▶ [Exercise objective]: The lines below that include the word "dasharray" are to be reported.

▶ [Entries shown]:
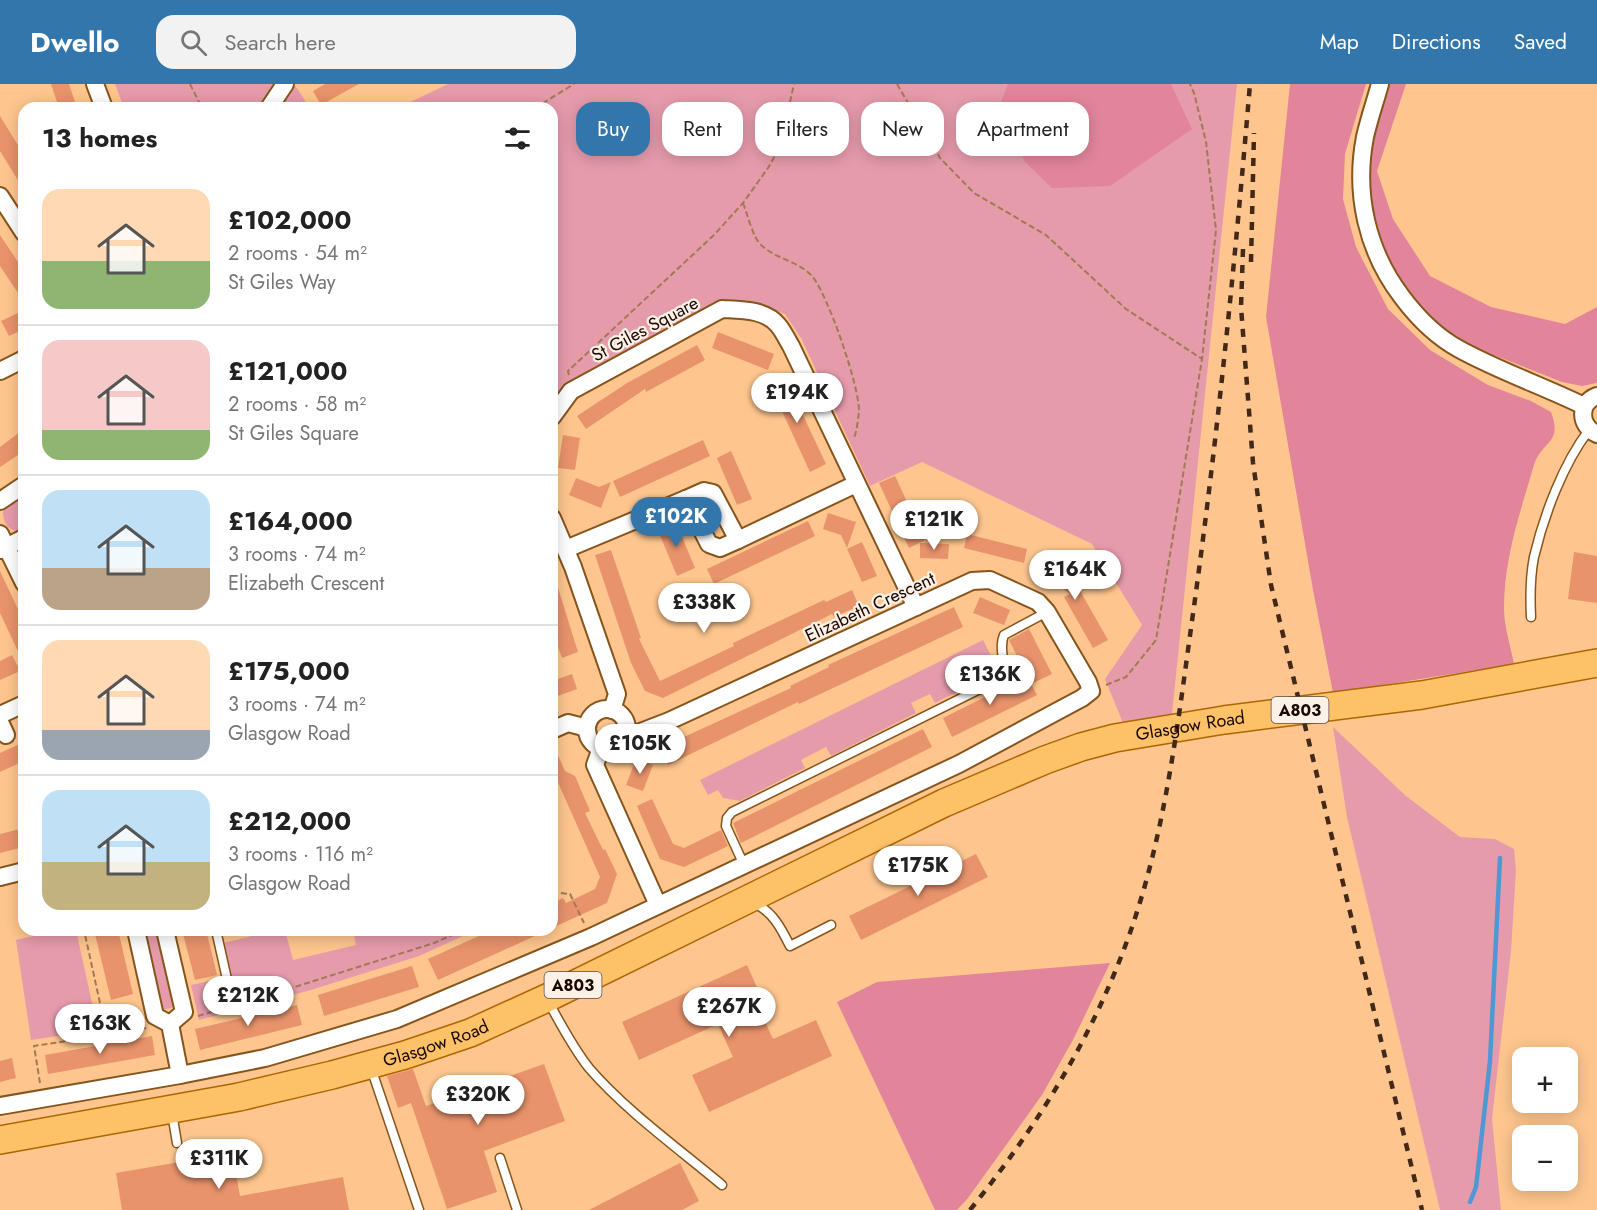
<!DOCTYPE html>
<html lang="en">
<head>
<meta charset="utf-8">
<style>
  :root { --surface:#fff; --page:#f2f2f2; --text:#222; --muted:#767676; --line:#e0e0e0; --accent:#3276ac }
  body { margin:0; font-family:Jost,sans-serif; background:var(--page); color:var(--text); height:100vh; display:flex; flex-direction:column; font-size:22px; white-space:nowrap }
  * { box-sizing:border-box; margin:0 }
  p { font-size:20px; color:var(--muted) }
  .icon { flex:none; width:33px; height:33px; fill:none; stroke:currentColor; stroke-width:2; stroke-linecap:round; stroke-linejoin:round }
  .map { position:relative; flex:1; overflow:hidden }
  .sheet { position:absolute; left:18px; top:18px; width:540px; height:834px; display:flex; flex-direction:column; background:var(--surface); border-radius:18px; box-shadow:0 3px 15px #0003 }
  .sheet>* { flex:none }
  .hud { position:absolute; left:576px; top:18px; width:570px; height:54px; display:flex; gap:12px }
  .tools { position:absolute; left:1512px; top:963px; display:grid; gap:12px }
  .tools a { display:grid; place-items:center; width:66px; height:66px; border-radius:12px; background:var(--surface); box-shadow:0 3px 15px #0003; font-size:30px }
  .price { position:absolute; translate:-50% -51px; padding:0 14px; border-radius:21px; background:#fff; color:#222; font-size:20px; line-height:39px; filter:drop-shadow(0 2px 3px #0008) }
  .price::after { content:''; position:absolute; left:50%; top:36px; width:18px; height:14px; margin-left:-9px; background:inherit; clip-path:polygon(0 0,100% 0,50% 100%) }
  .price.selected { background:var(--accent); color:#fff }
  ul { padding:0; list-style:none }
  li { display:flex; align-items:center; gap:18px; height:150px; padding:0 24px }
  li+li { border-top:2px solid var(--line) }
  li span { display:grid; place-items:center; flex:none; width:168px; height:120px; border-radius:18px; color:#555 }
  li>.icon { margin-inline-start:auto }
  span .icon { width:72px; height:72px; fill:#fffc; stroke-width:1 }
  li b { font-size:26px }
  h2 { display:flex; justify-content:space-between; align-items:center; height:72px; padding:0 24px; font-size:26px }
  .tag { padding:0 21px; border-radius:18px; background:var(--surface); box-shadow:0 3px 15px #0003; font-size:21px; line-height:54px }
  .tag.selected { background:var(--accent); color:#fff }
  header { display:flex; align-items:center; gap:36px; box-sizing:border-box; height:84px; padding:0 30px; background:var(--accent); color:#fff }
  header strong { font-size:28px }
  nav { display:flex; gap:33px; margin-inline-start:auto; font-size:21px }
  .search { width:420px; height:54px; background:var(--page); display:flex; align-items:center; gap:15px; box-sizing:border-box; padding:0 21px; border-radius:18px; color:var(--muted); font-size:22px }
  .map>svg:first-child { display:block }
  .green { fill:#e69bab }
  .forest { fill:#e2859b }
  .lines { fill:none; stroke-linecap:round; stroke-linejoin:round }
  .stream { stroke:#4e98d4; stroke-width:4.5 }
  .building { fill:#e8936c }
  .lane-casing { stroke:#86551c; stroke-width:11 }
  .street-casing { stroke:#86551c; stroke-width:20 }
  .primary-casing { stroke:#ac6603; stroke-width:30 }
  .path { stroke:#a27955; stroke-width:2; stroke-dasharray:6 3; stroke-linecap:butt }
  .lane { stroke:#fff; stroke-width:8 }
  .street { stroke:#fff; stroke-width:16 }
  .primary { stroke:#fdc268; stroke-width:27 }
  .rail { stroke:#422919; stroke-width:4.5; stroke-dasharray:8 8; stroke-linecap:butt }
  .labels { text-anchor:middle; stroke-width:4.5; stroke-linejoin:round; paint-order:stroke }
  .shield { fill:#fcf1e6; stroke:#5e4d45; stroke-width:1.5 }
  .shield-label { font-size:16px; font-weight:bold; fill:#1a0700 }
  .street-label { font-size:18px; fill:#1a0700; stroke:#fcf1e6 }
</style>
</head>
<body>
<header>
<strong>Dwello</strong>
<div class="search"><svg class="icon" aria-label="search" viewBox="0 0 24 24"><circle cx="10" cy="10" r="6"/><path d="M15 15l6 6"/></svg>Search here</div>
<nav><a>Map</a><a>Directions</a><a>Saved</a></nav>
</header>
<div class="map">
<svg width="1597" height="1126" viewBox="0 0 1597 1126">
  <rect width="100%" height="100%" fill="#fec68e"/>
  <g class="green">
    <path d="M115,0H294L310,24H124Z"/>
    <path d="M448,0H1237L1172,630L1123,639L1105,595L1142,541L1092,460L922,378L870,402L801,254L785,230L762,222L727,218L552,322V24H398Z"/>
    <path d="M24,407V447C9,450 0,437 4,422C9,416 18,412 24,407Z"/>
    <path d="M983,556L996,582L992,591L935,619L930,610L911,619L916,629L831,672L826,663L801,676L805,684L740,717L723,714L718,706L708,711L700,696Z"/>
    <path d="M1333,643L1406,712L1460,753L1495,755L1514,765L1516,786L1511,867L1492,1035L1501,1126H1440L1347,733Z"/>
    <path d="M59,846H76L98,946L31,956L16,856Z"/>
    <path d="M143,846H157L175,923L162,926Z"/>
    <path d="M276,846H285L293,876L356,861L353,846H476L419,872L311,906L199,936L191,901L223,894L215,861Z"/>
  </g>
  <g class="forest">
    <path d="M1008,0H1171L1192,45L1110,102L1052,104L1025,78L999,23Z"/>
    <path d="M1290,0H1366L1345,70L1343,115L1356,163L1388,225L1430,266L1488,301L1531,317L1551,328C1563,360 1542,356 1534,381C1520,429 1504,474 1504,525C1504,543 1511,563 1514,580L1333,609L1313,506L1266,233Z"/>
    <path d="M1388,0H1406L1377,87L1393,135L1430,192L1491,223L1565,240L1597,223V299L1582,302L1562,298L1453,255L1401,205L1384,173L1369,111V75Z"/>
    <path d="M1110,879L1074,954L1042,1011L968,1114L957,1126H935L837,918L877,898Z"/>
  </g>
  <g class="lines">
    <path class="stream" d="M1470,1118L1476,1103L1490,977L1500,774"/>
  </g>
  <g class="building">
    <path d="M51,0H69L77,24H59Z"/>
    <path d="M325,0H359L321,21L313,7Z"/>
    <path d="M0,32L24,71V106L0,67Z"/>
    <path d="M0,151L24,187V218L0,182Z"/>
    <path d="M24,226V245L9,252L1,237Z"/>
    <path d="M718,248L774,270L768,286L712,264Z"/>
    <path d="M697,261L705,276L646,308L645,305L586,345L577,332L627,299Z"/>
    <path d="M784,291L826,380L810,388L769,299Z"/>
    <path d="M24,345V367L0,383V363Z"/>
    <path d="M563,351L580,354L575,386L558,384Z"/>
    <path d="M703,356L710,372L620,413L613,397Z"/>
    <path d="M731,367L752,415L737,421L717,374Z"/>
    <path d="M895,392L925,456L909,464L879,399Z"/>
    <path d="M576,394L599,403L611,398L601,424L569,411Z"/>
    <path d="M828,429L856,438L847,464L841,451L823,445Z"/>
    <path d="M675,436L695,484L677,492L657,444Z"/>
    <path d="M808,437L815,452L714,500L707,485Z"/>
    <path d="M967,450L1027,465L1024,479L964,464Z"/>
    <path d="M862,458L877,492L862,498L847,465Z"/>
    <path d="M920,459L949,460L948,475L920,474Z"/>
    <path d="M611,466L641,554L639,555L660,597L734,562L733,559L824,516L826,518L852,506L859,522L834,533L832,530L663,614L645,607L631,579L595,471Z"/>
    <path d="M1574,468L1597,472V519L1568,515Z"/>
    <path d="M1047,472L1070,489L1108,556L1093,564L1064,513L1070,510L1037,485Z"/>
    <path d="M0,487L24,538V580L0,529Z"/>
    <path d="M552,491H554L578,568L562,574L552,545Z"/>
    <path d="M980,513L1010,526L1004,541L973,529Z"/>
    <path d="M954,523L963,543L799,620L798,618L668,681L660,664L791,604L790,602L829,583L828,581Z"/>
    <path d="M1029,545L1052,590L1031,600L1009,556Z"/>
    <path d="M12,571L20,587L0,596V577Z"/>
    <path d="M572,590L577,605L552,614V597Z"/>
    <path d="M1027,592L1037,611L952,653L943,634Z"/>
    <path d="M923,645L932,663L741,759L740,757L733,739Z"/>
    <path d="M24,658V677L0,688V669Z"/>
    <path d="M552,658L565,687L575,692L590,727L585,729L603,766L605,765L617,790L607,819L552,844V819L563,814L566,819L595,805L600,793L552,685Z"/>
    <path d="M636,675L653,681L643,707L626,701Z"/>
    <path d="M652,715L673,760L684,764L721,746L728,762L684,783L660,775L637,722Z"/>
    <path d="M24,744V763L0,769V750Z"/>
    <path d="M976,770L988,793L861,856L849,832Z"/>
    <path d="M94,846H118L133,910L111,916Z"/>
    <path d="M182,846H206L217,891L195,896Z"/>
    <path d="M492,846H548L438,896L428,875Z"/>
    <path d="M747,881L764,919L758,922L773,955L816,936L832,972L709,1028L692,991L733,973L718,940L639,976L622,938Z"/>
    <path d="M412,882L419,903L324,932L318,911Z"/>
    <path d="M297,921L302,941L200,966L195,945Z"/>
    <path d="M152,952L155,971L48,990L45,971Z"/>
    <path d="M12,974L16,994L0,998V977Z"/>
    <path d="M544,980L565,1037L484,1067L497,1108L447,1125L411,1019L398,1024L387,992L413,985L426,1022Z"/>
    <path d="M232,1069L240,1112L343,1093L349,1126H122L116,1089Z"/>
    <path d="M680,1079L699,1117L682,1126H589Z"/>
  </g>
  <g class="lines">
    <g class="lane-casing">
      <g id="lane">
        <path d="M1531,533C1530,513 1530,493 1534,473C1544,431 1563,380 1589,346"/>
        <path d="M744,781L726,742L727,734L732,728L998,596C1010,582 997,567 1004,551L1047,528"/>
        <path d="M754,819C773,828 781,844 790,862L831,841"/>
        <path d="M216,846L233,922"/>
        <path d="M548,917C560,939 573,964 589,984C625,1026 679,1065 722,1101"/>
        <path d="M371,984L419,1126"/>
        <path d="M172,1029L177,1059"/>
        <path d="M500,1074L517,1126"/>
      </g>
    </g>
    <g class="street-casing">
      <g id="street">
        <path d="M95,0L104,24"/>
        <path d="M1380,0C1375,18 1369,35 1365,53C1354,110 1367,167 1402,213C1417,233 1437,253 1459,265C1499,287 1543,302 1584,322"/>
        <path d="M269,24L285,0"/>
        <path d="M0,112L24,149"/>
        <path d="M0,287L24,275"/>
        <path d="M1597,312C1578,319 1579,342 1597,350"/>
        <path d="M552,333L571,307L722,225C740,226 765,225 778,241C783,247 787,255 791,262L916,523"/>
        <path d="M704,407L713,409L738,456L720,464L709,460L686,415Z"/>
        <path d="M0,417L24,401"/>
        <path d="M552,434L573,483L617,610L612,626"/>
        <path d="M0,450L24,499"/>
        <path d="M738,456L856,400"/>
        <path d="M566,465L686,415"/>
        <path d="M0,466L24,454"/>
        <circle cx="607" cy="645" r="20"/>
        <path d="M0,631L24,620"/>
        <path d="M0,638L6,651"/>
        <path d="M552,646L568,639L587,644"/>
        <path d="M601,664L595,681L658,821"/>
        <path d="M0,793L24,787"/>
        <path d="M136,846L155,932L170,940"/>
        <path d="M165,846L184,928L170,940"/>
        <path d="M170,940L180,991"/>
        <path d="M0,1022L180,991L265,974L397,935L591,853L959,680L1082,614L1091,607L1088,598L1047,528L1038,518L990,496L972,497L669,637L625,654"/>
      </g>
    </g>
    <g class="primary-casing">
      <g id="primary">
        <path id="s1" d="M0,1056L239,1013L332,991L405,971L470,949L547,914L944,719L1045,676L1081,663L1115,654L1224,636L1422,611L1597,579"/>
      </g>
    </g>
    <g class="path">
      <path d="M190,0L202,24"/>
      <path d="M897,0L940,74L974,109L1046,151L1126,225L1202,275"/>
      <path d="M535,24L574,0"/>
      <path d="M743,119C747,129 753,154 761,161C776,175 798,177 812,192C828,211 859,301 859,327C858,336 857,346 854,354"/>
      <path d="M569,291L568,287L714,151L743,119L768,84L780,63L794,0"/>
      <path d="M1106,601L1126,593L1156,556L1202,275L1216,146L1206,58L1194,9L1190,0"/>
      <path d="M552,808L570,810L584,839"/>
      <path d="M244,919L434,859L464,846"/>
      <path d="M198,932L222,925"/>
      <path d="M107,951L146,944"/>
      <path d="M40,999L34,962L107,951L84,846"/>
    </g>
    <use href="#lane" class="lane"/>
    <use href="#street" class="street"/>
    <use href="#primary" class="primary"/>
    <g class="rail">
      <path d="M1243,165L1241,223L1253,379L1271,501L1422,1126"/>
      <path d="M1251,178L1254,49"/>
      <path d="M970,1126C1031,1050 1083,969 1119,878C1163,769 1176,652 1192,537C1217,358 1235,179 1250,0"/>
    </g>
  </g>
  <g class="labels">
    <g class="shield">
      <rect x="1271.5" y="613" width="57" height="26" rx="4.5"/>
      <rect x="544.5" y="888" width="57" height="26" rx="4.5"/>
    </g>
    <g class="shield-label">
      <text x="1300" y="632">A803</text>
      <text x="573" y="907">A803</text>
    </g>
    <g class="street-label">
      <text transform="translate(645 245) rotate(-28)" y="6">St Giles Square</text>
      <text transform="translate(870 523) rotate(-25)" y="6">Elizabeth Crescent</text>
      <text dy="6" stroke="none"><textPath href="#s1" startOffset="1269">Glasgow Road</textPath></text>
      <text dy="6" stroke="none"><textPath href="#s1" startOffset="447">Glasgow Road</textPath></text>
    </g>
  </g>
</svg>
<div class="tools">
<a>+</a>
<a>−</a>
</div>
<b class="price" style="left:797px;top:340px">£194K</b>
<b class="price selected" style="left:676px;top:464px">£102K</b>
<b class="price" style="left:934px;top:467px">£121K</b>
<b class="price" style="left:1075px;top:517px">£164K</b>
<b class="price" style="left:704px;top:550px">£338K</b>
<b class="price" style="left:990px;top:622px">£136K</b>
<b class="price" style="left:640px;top:691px">£105K</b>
<b class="price" style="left:918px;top:813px">£175K</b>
<b class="price" style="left:248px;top:943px">£212K</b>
<b class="price" style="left:729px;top:954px">£267K</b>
<b class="price" style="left:100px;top:971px">£163K</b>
<b class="price" style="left:478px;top:1042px">£320K</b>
<b class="price" style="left:219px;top:1106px">£311K</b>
<div class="hud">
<a class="tag selected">Buy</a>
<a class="tag">Rent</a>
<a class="tag">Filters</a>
<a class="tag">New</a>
<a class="tag">Apartment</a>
</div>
<section class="sheet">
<h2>13 homes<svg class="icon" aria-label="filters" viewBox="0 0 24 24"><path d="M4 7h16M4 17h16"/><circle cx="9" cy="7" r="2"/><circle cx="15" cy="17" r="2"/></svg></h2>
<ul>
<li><span style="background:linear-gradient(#ffd9b3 60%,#8fb573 0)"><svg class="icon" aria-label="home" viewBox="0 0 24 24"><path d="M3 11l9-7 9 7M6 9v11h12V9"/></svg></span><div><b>£102,000</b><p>2 rooms · 54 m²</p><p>St Giles Way</p></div></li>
<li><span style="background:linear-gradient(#f6c9c9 75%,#8fb573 0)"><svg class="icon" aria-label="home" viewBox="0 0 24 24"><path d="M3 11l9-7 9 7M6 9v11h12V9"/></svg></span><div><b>£121,000</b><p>2 rooms · 58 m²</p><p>St Giles Square</p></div></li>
<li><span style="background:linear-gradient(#bfe0f5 65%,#b9a48a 0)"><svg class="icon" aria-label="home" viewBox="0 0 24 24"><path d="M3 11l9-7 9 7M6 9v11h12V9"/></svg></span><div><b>£164,000</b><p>3 rooms · 74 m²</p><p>Elizabeth Crescent</p></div></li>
<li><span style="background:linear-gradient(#ffd9b3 75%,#9aa5b1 0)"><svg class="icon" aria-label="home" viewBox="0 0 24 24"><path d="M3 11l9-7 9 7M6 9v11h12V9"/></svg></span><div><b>£175,000</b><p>3 rooms · 74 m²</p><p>Glasgow Road</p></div></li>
<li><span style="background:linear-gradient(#bfe0f5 60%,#c2b280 0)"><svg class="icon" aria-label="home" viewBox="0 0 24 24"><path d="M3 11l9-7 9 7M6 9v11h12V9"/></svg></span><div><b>£212,000</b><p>3 rooms · 116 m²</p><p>Glasgow Road</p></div></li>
</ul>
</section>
</div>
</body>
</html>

▶ [Reply]:
  .path { stroke:#a27955; stroke-width:2; stroke-dasharray:6 3; stroke-linecap:butt }
  .rail { stroke:#422919; stroke-width:4.5; stroke-dasharray:8 8; stroke-linecap:butt }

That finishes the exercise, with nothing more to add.